Although Jarre was off the Tombstone set, he still let Delany know what he thought. “There are two things that Kevin was not happy about changing. One was that I sang ‘Red River Valley.’ Originally it was ‘Frankie and Johnny,’ which Kevin thought was more right for the period. But George didn’t really like the song, and it’s not an easy song to sing. I mentioned ‘Red River Valley’ because one of my favorite Westerns was Red River—a great Howard Hawks movie. So I said to George, ‘My father and I used to sing ‘Red River Valley.’ And he said, ‘Oh, I like that better. Let’s do that.’ So I sang ‘Red River Valley’ slightly in an homage to my own father.

 

While the majority of the American movie posters for Tombstone promoted only the traditional male roles of the Earp brothers and Doc Holliday, some of the international distributors, such as this one for Turkey, added Dana Delany and Joanna Pacula to the posters.

 

“The other thing that changed, and you are the first person that I’m ever telling this, was when I got off the coach for the first time in Tombstone,” and saw Wyatt Earp in the distance. “I say that line, ‘Who is that tall drink of water?’ And then I say, ‘I want one.’ Kevin wrote ‘I want one,’ which is a fantastic line, and it says everything about Josephine. But the original first line was, ‘Who is that tall man over there?’” They’d shot it that way. “And then somebody on the crew said, ‘Why don’t you just call him a tall drink of water?’ I said, ‘Oh, I like that!’ And George ended up using that. And [producer] Jim Jacks, who’s no longer with us, said to me, ‘Why did you change that line? Kevin’s not happy about that.’ I said, I don’t know. Someone told me to say it.”

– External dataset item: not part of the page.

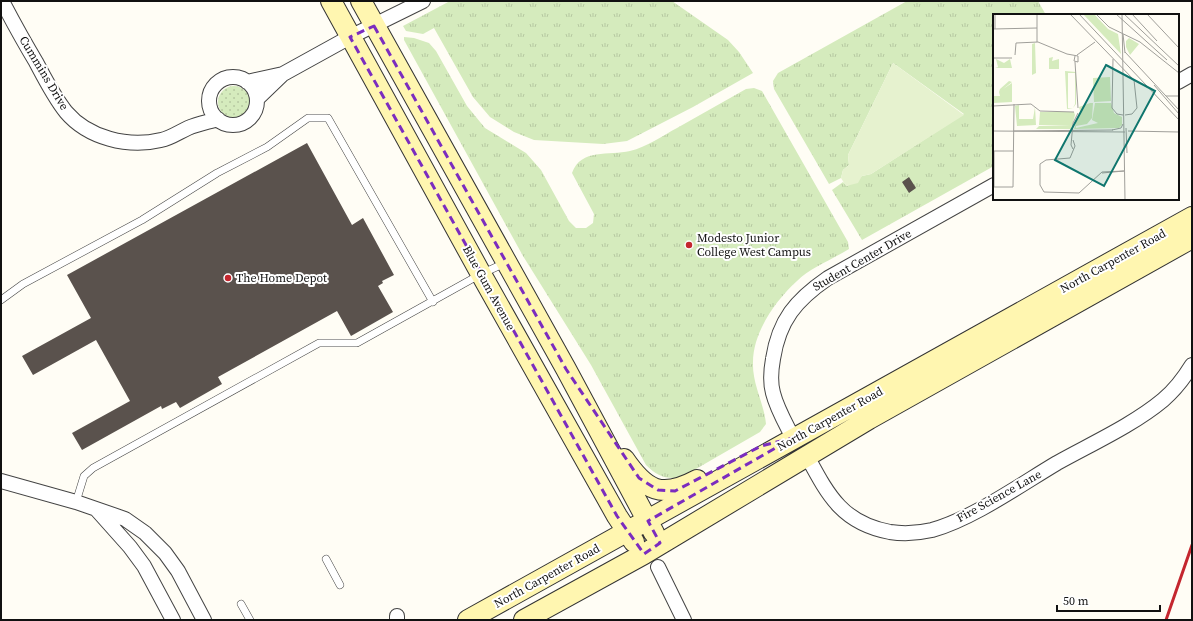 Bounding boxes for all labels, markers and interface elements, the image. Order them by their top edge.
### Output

Recalling some of her favorite memories from Tombstone, Delany said, “Catherine Hardwicke—her sets were fantastic. I loved meeting her, and she and I are still friends, and it was great to work with her. And what a great dancer Sam Elliot was! He could two-step as good as any cowboy, and just as gentlemanly.”

Looking back on Tombstone, she says, “I think its reputation has grown; people have come to appreciate it more. In the beginning a lot of people didn’t like my performance in it, and now I get a lot more compliments. If a man comes up to me and says, ‘I just gotta tell you,’ I know they’re going to talk about Tombstone; and women will talk about Desperate Housewives.”

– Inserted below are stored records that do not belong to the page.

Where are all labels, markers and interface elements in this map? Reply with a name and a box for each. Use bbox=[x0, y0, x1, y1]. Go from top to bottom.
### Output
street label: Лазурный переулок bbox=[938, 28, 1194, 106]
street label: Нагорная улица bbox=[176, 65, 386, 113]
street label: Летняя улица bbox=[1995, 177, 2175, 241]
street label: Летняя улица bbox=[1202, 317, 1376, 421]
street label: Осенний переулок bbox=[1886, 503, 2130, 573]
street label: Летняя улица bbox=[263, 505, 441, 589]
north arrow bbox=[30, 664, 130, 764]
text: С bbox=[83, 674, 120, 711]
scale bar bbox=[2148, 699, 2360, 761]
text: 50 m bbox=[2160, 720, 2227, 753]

“I did a movie called Spin (2003) that Jamie Redford, Robert Redford’s son, directed, with Stanley Tucci. And it was wonderful to be back in Tucson. I really have great fondness for that town, and Old Tucson. I like that whole area of Arizona.”

 

Delany, a veteran of ensemble film and television casts, identified with screenwriter Kevin Jarre’s interpretation of Josephine Earp, a strong, free-spirited woman, who also happened to be an actress.

 

Back in the Saddle

Four years after Tombstone, Delany starred in a Western miniseries that was as much a “girl” movie as Tombstone had been a “boy” one. “Yes. I was very happy to have it reversed. True Women was the female pioneer story, how the women settled Texas. It was a true story based on Janice Windlel’s family, and I was playing her—I think—great-grandmother. So that was wonderful. And it gave me a chance to actually ride the horse, get out of that sidesaddle, and I got to carry the gun this time. I got to work with Powers [Boothe], which is great. And of course, it was the only time in my career I will ever have top billing over Angelina Jolie. I think she was 19 years old, and she was a star even then. And that’s when I first met Annabeth Gish. She was to become a lifelong friend.”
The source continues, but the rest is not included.